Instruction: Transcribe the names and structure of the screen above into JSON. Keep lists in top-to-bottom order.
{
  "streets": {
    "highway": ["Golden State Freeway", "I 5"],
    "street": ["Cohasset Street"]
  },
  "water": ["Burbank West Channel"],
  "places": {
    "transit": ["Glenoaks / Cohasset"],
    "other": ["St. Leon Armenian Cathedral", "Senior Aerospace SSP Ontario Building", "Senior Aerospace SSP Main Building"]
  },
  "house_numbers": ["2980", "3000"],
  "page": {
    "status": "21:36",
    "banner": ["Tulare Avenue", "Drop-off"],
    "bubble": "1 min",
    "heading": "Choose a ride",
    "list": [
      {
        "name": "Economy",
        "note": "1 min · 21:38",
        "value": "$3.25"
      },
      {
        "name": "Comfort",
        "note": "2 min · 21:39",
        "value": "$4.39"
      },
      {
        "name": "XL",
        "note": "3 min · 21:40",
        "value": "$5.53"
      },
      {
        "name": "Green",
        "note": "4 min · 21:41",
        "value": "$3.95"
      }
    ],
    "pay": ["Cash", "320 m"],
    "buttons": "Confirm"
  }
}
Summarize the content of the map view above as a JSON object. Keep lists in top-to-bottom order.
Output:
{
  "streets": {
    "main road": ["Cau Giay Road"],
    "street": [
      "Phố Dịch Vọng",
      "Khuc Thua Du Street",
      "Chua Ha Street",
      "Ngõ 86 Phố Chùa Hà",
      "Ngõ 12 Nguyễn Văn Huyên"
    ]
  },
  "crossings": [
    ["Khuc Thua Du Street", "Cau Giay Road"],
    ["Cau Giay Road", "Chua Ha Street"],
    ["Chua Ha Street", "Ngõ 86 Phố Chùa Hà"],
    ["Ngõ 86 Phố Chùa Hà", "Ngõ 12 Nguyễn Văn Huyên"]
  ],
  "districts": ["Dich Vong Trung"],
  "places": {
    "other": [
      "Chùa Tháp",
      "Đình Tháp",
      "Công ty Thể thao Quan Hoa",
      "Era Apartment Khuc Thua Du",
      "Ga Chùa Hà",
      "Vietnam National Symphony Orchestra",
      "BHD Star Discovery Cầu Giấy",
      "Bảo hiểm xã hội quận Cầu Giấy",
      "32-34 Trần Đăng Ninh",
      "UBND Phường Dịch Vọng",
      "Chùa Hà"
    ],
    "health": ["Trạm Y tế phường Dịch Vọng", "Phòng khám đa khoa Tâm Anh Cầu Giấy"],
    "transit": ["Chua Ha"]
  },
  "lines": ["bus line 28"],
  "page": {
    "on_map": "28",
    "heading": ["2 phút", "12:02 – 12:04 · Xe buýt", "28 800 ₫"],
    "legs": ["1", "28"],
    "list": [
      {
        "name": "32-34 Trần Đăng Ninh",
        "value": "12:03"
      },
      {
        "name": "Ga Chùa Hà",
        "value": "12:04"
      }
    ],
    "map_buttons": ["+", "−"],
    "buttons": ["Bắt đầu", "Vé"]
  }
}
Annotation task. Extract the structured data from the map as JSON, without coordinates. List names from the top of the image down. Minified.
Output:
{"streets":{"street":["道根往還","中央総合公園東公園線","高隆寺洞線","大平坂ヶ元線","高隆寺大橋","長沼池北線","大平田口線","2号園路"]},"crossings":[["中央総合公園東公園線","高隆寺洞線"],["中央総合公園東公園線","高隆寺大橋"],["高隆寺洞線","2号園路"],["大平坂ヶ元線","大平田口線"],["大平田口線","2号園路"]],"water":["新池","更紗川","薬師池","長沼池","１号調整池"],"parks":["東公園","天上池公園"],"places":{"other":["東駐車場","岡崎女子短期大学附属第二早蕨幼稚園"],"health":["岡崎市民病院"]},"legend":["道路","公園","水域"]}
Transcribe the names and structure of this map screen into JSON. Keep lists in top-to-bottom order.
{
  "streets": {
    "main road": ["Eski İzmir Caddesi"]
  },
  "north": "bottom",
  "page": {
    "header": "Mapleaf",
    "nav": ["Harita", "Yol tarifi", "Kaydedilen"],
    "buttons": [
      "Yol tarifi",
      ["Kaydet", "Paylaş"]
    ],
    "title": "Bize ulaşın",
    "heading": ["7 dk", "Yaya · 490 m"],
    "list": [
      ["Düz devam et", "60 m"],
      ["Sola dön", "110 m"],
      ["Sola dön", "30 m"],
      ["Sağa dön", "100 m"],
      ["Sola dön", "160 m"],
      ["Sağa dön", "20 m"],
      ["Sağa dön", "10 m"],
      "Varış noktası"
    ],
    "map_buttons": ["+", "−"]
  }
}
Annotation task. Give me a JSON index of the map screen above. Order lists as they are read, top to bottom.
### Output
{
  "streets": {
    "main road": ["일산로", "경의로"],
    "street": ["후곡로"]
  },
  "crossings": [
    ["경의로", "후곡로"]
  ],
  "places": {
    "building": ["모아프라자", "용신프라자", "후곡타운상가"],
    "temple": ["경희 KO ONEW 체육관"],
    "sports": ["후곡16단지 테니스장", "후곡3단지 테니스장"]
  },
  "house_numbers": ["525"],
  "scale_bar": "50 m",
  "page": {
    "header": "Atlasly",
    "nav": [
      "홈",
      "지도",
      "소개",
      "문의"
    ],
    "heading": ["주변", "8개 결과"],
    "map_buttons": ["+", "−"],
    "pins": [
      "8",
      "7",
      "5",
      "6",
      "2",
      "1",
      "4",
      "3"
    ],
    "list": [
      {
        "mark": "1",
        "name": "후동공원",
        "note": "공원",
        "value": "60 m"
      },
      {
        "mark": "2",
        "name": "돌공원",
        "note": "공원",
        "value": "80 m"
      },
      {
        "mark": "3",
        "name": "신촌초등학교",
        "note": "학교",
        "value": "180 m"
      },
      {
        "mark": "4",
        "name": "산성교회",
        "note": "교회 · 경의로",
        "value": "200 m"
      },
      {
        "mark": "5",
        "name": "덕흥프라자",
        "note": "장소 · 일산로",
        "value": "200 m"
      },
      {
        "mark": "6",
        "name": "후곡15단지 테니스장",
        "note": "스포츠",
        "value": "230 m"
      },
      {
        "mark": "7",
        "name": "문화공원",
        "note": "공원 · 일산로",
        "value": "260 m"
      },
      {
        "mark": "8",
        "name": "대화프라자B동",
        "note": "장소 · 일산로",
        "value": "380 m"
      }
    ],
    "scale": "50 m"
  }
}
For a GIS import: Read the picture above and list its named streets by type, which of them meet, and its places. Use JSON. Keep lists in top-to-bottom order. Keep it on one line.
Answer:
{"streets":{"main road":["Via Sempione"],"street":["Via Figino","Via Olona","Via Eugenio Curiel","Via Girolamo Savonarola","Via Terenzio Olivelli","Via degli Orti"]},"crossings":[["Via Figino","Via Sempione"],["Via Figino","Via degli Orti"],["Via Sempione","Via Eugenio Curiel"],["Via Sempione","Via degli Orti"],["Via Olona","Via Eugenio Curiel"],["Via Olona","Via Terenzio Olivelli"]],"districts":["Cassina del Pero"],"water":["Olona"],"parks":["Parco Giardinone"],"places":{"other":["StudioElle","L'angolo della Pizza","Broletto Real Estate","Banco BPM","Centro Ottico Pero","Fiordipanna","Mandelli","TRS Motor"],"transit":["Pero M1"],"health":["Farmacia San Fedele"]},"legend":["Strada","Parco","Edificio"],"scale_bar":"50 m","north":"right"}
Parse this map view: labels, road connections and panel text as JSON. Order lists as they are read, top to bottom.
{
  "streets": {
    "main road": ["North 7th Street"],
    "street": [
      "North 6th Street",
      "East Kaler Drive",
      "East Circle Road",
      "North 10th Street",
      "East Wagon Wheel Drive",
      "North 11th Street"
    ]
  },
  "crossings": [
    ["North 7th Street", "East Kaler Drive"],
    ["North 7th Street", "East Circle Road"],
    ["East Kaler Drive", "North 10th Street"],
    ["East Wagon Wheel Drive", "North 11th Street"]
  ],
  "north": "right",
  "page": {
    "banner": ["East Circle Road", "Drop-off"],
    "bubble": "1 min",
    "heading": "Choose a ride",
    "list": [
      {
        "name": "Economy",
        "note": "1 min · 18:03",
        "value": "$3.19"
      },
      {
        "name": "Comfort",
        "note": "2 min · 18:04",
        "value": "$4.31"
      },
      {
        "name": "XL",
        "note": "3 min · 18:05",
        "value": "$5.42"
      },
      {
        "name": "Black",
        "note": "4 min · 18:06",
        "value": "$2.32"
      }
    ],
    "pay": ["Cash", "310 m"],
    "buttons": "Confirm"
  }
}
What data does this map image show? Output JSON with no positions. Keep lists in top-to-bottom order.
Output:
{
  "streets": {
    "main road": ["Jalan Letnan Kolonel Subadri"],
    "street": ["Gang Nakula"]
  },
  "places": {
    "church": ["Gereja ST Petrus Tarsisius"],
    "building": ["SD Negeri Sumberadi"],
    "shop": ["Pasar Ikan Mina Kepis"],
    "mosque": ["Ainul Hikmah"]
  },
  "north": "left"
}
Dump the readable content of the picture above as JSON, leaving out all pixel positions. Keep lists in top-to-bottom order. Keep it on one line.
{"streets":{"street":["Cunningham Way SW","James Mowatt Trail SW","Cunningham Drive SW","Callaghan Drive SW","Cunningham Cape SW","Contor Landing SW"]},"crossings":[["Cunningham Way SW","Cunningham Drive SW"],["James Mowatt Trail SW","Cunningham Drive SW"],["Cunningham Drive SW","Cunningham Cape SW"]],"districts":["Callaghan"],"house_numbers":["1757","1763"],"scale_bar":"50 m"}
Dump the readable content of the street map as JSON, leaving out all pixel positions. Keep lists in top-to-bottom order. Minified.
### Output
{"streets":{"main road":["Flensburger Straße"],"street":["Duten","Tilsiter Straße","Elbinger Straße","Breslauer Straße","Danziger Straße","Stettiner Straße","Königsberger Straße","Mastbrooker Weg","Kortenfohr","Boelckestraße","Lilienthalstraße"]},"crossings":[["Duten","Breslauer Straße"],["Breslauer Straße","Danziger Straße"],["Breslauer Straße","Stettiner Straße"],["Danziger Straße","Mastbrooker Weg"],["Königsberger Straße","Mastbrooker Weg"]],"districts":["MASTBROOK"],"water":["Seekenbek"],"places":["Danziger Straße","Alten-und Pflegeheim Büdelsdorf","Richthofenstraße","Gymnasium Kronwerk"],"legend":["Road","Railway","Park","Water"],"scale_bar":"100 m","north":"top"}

====

Copy every line of the data where "transit" is found.

- RESPONSE BELOW
    "transit": ["Glenoaks / Cohasset"],
    "transit": ["Chua Ha"]
{"streets":{"main road":["Via Sempione"],"street":["Via Figino","Via Olona","Via Eugenio Curiel","Via Girolamo Savonarola","Via Terenzio Olivelli","Via degli Orti"]},"crossings":[["Via Figino","Via Sempione"],["Via Figino","Via degli Orti"],["Via Sempione","Via Eugenio Curiel"],["Via Sempione","Via degli Orti"],["Via Olona","Via Eugenio Curiel"],["Via Olona","Via Terenzio Olivelli"]],"districts":["Cassina del Pero"],"water":["Olona"],"parks":["Parco Giardinone"],"places":{"other":["StudioElle","L'angolo della Pizza","Broletto Real Estate","Banco BPM","Centro Ottico Pero","Fiordipanna","Mandelli","TRS Motor"],"transit":["Pero M1"],"health":["Farmacia San Fedele"]},"legend":["Strada","Parco","Edificio"],"scale_bar":"50 m","north":"right"}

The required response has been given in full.